Saved data entries
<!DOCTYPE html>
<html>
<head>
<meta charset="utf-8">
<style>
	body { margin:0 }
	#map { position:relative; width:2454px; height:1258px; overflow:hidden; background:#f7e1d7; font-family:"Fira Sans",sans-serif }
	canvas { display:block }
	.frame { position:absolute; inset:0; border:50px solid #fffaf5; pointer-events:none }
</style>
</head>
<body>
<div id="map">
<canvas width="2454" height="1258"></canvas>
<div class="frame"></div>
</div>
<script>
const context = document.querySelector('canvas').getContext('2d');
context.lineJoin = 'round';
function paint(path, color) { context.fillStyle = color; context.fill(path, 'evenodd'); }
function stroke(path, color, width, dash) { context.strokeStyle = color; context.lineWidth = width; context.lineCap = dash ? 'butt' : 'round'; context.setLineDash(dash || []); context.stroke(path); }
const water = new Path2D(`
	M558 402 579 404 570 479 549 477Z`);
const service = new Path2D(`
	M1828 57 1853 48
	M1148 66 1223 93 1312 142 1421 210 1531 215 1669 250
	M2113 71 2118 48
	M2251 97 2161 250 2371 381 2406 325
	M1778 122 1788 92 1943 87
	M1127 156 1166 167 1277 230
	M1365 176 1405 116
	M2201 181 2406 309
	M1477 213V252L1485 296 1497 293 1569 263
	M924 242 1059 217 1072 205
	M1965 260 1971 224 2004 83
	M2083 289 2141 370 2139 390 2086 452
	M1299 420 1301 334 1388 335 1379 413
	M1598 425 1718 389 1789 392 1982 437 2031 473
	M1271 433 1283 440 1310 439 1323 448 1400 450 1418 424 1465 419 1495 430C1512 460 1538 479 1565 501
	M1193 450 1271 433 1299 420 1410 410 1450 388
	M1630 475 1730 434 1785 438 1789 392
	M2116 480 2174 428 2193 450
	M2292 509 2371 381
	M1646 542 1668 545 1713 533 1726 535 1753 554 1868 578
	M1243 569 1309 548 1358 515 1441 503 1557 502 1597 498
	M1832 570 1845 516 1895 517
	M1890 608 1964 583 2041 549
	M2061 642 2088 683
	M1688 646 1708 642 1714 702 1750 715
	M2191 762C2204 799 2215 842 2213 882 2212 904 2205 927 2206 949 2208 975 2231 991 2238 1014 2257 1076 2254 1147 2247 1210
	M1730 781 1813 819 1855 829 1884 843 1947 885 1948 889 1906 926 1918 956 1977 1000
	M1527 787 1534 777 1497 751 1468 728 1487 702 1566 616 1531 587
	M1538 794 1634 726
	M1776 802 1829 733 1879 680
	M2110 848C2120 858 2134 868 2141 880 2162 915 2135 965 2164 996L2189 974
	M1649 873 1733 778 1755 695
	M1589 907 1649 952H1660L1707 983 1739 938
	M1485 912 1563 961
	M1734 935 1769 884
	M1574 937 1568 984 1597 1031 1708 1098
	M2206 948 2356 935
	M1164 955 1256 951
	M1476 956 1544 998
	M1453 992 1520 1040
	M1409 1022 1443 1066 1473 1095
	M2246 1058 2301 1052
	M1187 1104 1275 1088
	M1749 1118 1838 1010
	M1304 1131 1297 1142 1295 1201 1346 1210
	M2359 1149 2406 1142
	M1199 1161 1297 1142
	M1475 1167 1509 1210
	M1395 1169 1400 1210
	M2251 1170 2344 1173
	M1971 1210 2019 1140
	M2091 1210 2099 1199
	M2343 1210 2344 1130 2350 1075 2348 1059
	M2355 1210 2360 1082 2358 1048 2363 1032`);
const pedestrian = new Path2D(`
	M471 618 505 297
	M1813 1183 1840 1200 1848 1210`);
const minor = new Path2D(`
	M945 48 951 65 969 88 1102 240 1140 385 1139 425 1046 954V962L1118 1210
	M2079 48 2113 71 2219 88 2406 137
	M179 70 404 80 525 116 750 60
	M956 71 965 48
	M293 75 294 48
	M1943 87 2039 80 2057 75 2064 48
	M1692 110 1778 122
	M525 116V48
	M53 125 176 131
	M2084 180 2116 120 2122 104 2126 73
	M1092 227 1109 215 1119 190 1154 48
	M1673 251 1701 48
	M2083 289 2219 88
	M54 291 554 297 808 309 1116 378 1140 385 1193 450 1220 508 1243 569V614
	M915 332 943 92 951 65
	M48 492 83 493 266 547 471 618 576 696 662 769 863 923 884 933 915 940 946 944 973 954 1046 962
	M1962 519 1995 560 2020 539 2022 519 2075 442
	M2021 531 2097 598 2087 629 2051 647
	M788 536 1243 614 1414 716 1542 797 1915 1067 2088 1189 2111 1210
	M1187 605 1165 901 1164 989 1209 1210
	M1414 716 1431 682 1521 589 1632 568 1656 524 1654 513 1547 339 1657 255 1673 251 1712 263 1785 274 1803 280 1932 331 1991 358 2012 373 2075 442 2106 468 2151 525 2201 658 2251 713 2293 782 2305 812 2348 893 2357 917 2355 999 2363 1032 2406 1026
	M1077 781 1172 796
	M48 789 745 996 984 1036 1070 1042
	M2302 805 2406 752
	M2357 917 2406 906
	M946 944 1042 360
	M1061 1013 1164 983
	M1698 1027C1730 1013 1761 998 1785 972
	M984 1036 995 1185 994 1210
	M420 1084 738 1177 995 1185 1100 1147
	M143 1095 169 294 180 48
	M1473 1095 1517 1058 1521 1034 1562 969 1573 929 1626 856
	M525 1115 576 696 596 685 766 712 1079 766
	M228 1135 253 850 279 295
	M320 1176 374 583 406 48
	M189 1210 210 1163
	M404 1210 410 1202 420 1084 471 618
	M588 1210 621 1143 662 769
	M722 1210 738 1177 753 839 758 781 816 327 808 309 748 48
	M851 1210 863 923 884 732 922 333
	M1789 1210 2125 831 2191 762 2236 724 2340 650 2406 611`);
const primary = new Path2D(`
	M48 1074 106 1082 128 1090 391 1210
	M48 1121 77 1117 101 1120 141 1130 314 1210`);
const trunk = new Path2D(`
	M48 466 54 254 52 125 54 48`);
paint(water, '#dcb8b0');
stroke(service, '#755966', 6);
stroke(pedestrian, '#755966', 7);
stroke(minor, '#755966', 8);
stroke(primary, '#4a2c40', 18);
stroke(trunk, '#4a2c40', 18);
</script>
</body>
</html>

__Exercise details__
Look through the entries above. Extract each line with the word "canvas".

__Result for this exercise__
	canvas { display:block }
<canvas width="2454" height="1258"></canvas>
const context = document.querySelector('canvas').getContext('2d');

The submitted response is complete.